In a Radio New Zealand International report, Niue commodore Keith Vial said it really comes down to the club providing the onshore facilities and looking after the crews while they’re on the island.

“We have got quite a sophisticated website and one of the big plusses is that any incoming crews and captains can email ahead, to find out, using our single side band radio, to find out some of the information they need to know. Waypoints and GPS locations, all those things. Which is almost a world first apparently.”

Keith Vial says last year around 240 yachts with more than 600 crew visited Niue.

Internet can help save Niue language

Emani with Google's Vint Cerf, one of the founders of the internet, at the ISIF award ceremony in Nairobi

Award-winning internet operator Emani Fakaotimanava-Lui says the internet can play an important part in keeping the Niue language alive.

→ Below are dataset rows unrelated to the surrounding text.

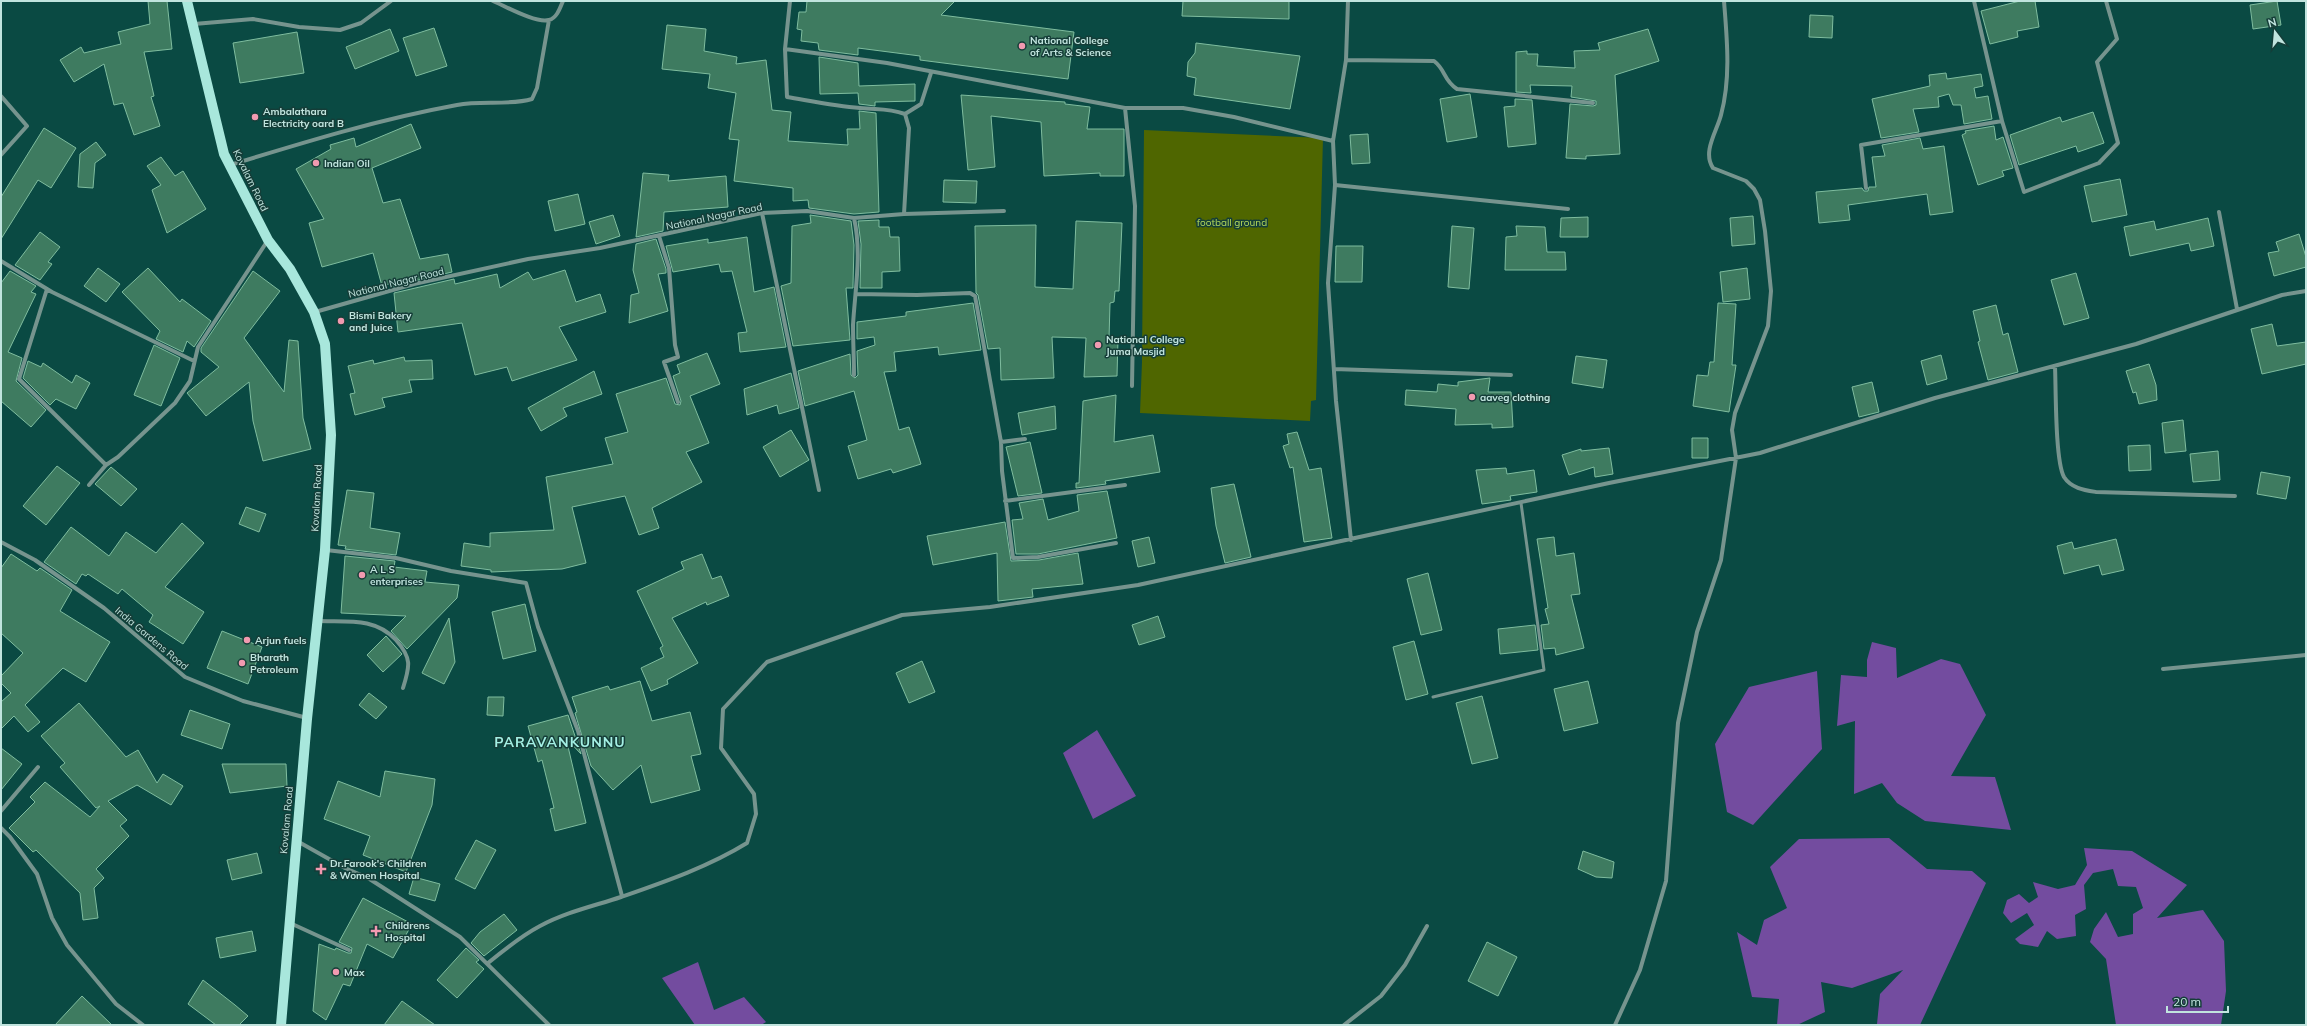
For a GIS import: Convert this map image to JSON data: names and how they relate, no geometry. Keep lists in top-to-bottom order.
{
  "streets": {
    "main road": ["Kovalam Road"],
    "street": ["National Nagar Road", "India Gardens Road"]
  },
  "crossings": [
    ["Kovalam Road", "National Nagar Road"],
    ["Kovalam Road", "India Gardens Road"]
  ],
  "districts": ["PARAVANKUNNU"],
  "parks": ["football ground"],
  "places": {
    "other": [
      "National College of Arts & Science",
      "Ambalathara Electricity oard B",
      "Indian Oil",
      "Bismi Bakery and Juice",
      "National College Juma Masjid",
      "aaveg clothing",
      "A L S enterprises",
      "Arjun fuels",
      "Bharath Petroleum",
      "Max"
    ],
    "health": ["Dr.Farook's Children & Women Hospital", "Childrens Hospital"]
  },
  "scale_bar": "20 m",
  "north": "top"
}
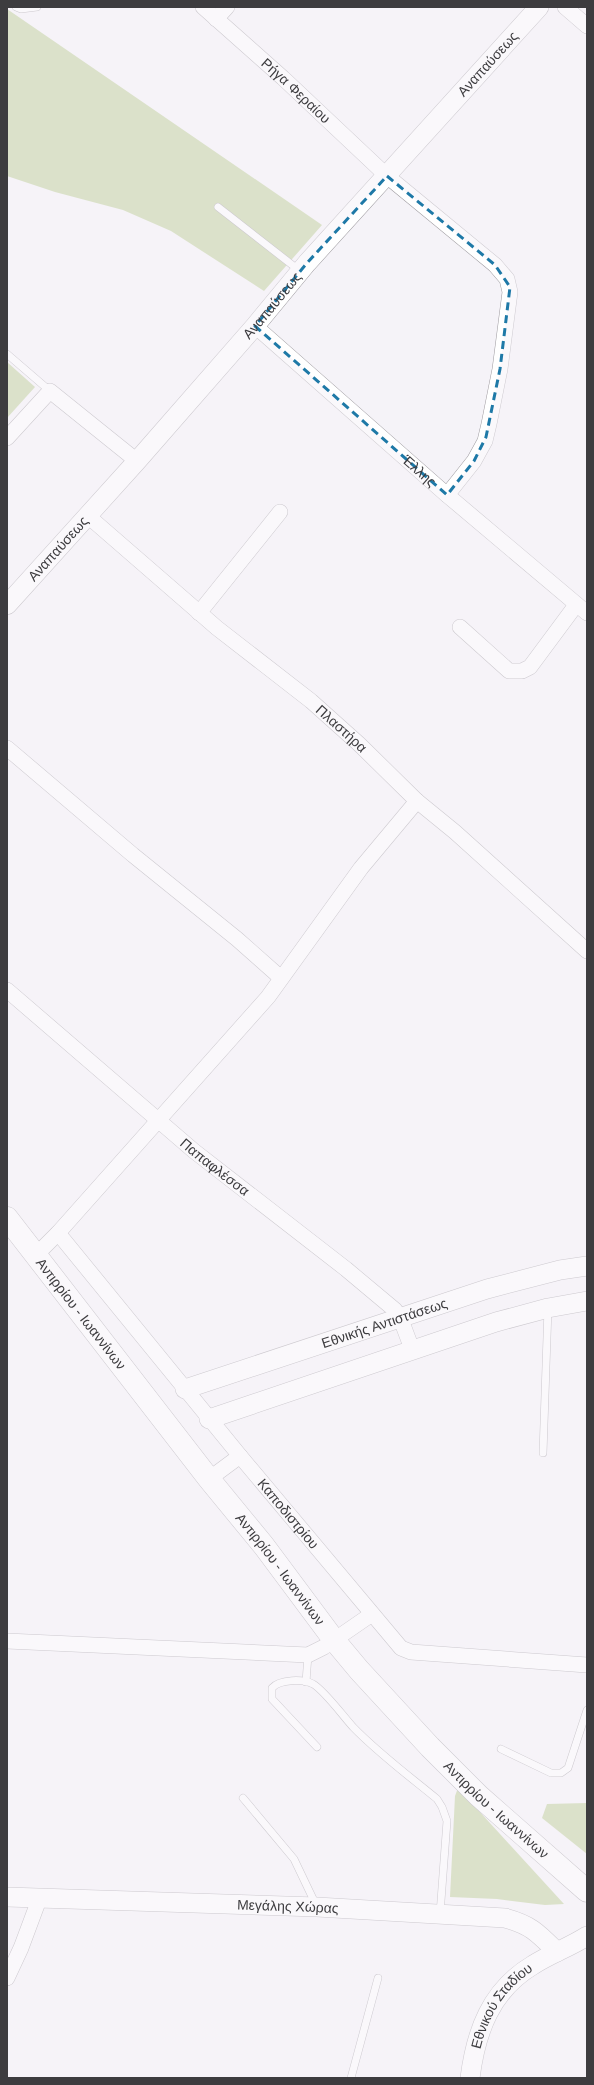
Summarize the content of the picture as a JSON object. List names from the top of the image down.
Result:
{
  "streets": {
    "main road": ["Αντιρρίου - Ιωαννίνων"],
    "street": [
      "Αναπαύσεως",
      "Ρήγα Φεραίου",
      "Έλλης",
      "Πλαστήρα",
      "Παπαφλέσσα",
      "Εθνικής Αντιστάσεως",
      "Καποδιστρίου",
      "Μεγάλης Χώρας",
      "Εθνικού Σταδίου"
    ]
  },
  "crossings": [
    ["Αναπαύσεως", "Ρήγα Φεραίου"],
    ["Αναπαύσεως", "Έλλης"],
    ["Αναπαύσεως", "Πλαστήρα"],
    ["Ρήγα Φεραίου", "Έλλης"],
    ["Παπαφλέσσα", "Εθνικής Αντιστάσεως"],
    ["Εθνικής Αντιστάσεως", "Καποδιστρίου"],
    ["Μεγάλης Χώρας", "Εθνικού Σταδίου"]
  ]
}
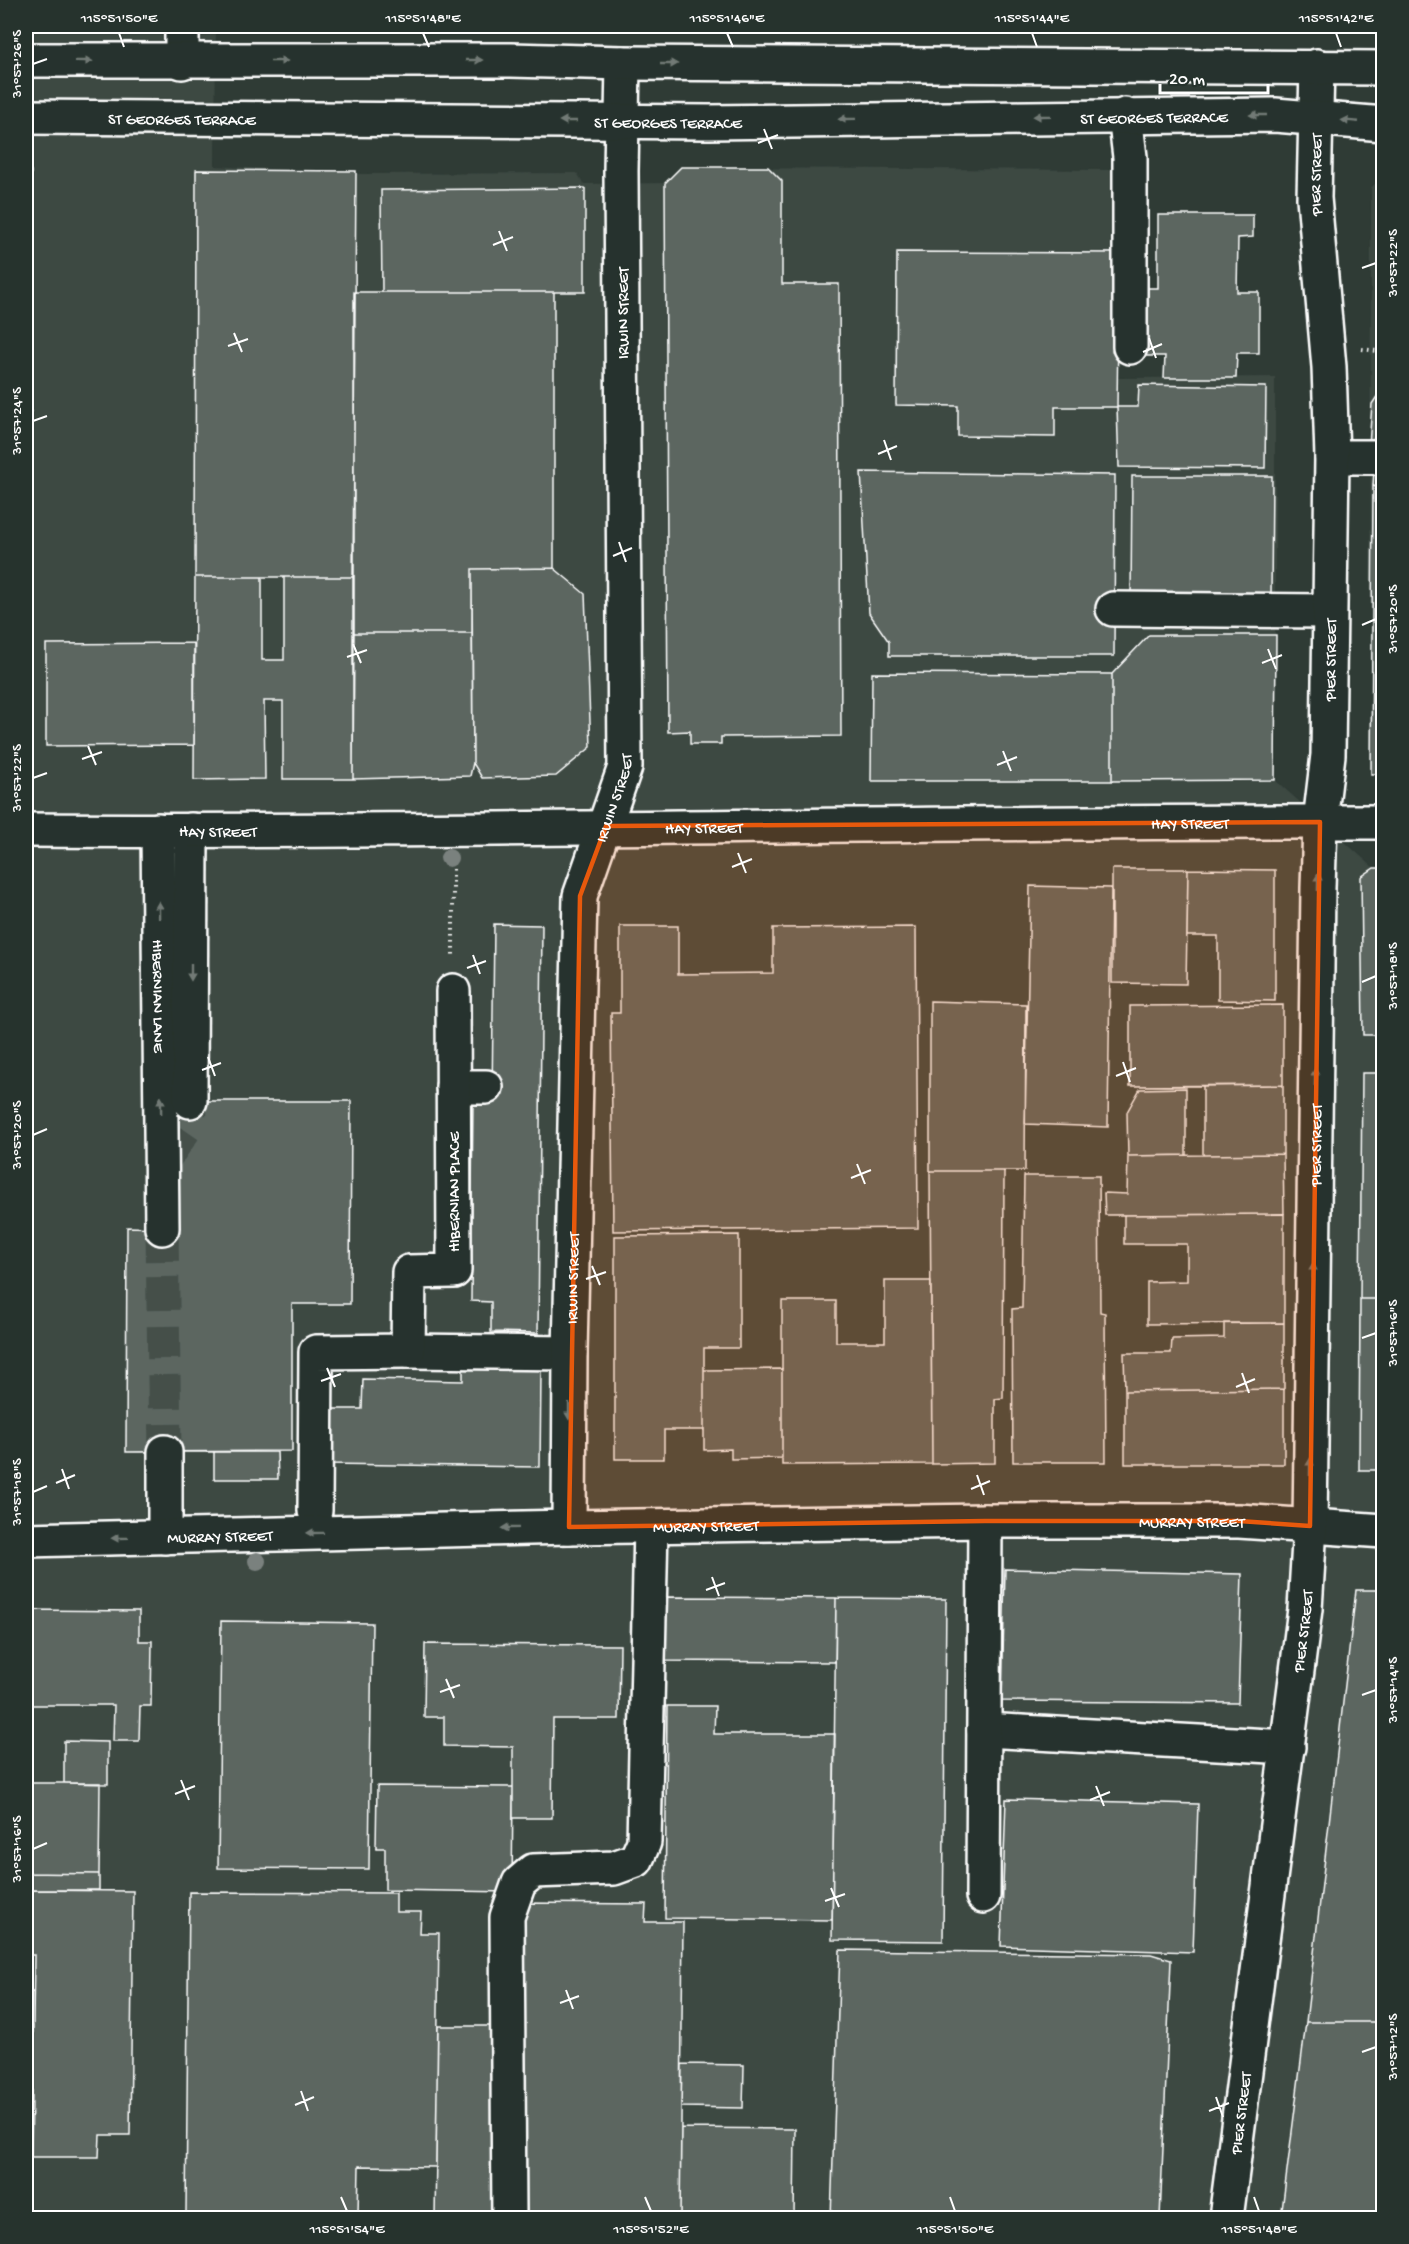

Mr Fakaotimanava-Lui has just returned to Niue from the Internet Governance Forum in Nairobi, Kenya, where he was presented with an international award on behalf of Internet Niue for its innovative work building Niue’s WiFi internet [see footnote].

“At one time, English was the language of the internet. But in recent years there has been an explosion in the use of other languages and scripts, most notably Mandarin,” he says.

“More people are now realising that we can do the same for endangered languages. The Niue language – Vagahau Niue – will survive only if it is in everyday use. And this means on the internet.”

There are probably 25,000 people of Niue descent on the planet, but only 1200 live permanently on Niue.

“Most people from Niue speak excellent English and this has enabled them to get jobs in New Zealand and elsewhere. But this doesn’t mean they need to lose their connection with their mother tongue,” says Mr Fakaotimanava-Lui.

“Language is the key to a culture. Lose it and you lose part of the essence of who you are.”

Mr Fakaotimanava-Lui says Vagahau Niue users could use macrons in much the same way as has been done for the Maori language. The next step would be to provide Vagahau Niue options for major internet browsers like Google and Firefox.

2011 ISIF Award winners (from left): Virak Ou, Cambodia; Meenakshi Gautham, India; Guilherme Soares, Timor Leste; and Niue’s Emani Fakaotimanava-Lui

Another potential role for the internet could be to give residents access to much larger and better resourced libraries than Niue could ever afford to have.

“There are online libraries covering almost every subject area and at all levels, but few of us are aware that they exist. In Nairobi I was given contacts that I will pass on to the local library and schools, so they can partner with these libraries to secure quality content that can be passed on to the Niue community.”

As a representative of Niue in an international forum, Mr Fakaotimanava-Lui said most other delegates didn’t know of the existence of Niue and had little awareness or of other countries in the Pacific.

“This was a bit distressing,” he says. “It would have been ideal to have a Pacific booth at the forum, raising awareness of about the Pacific in general as well as our individual countries.

“It’s time for all Pacific Islands to work together internationally to promote our products and services and to build a better understanding of the challenges we face. We certainly can’t afford to do it alone.”

About the ISIF award

The award won by Internet Niue was one of four award categories funded by the Asia Information Society Innovation Fund (Asia ISIF).

The fund is a joint initiative of the Canadian International Development Research Centre, the Internet Society and the Asia Pacific Network Information Centre (APNIC), with sponsorship from DotAsia.

For the 2011 awards, the fund received 46 award nominations for the four categories from 17 economies in the Asia Pacific. The $A7500 grants associated with the awards are for internet projects that benefit users and communities in Asia and the Pacific.

The category won by Internet Niue recognises its success over the last three years building local internet capacity and encouraging qualified locals to support the Niue internet community with a reliable locally-provided service.

Internet Niue is operated by RockET Systems, a private Niue company owned by Emani and TaniRose Fakaotimanava-Lui. Internet Niue is funded by the US-based IUSN Foundation from the sale of .nu domain names, mainly in Sweden.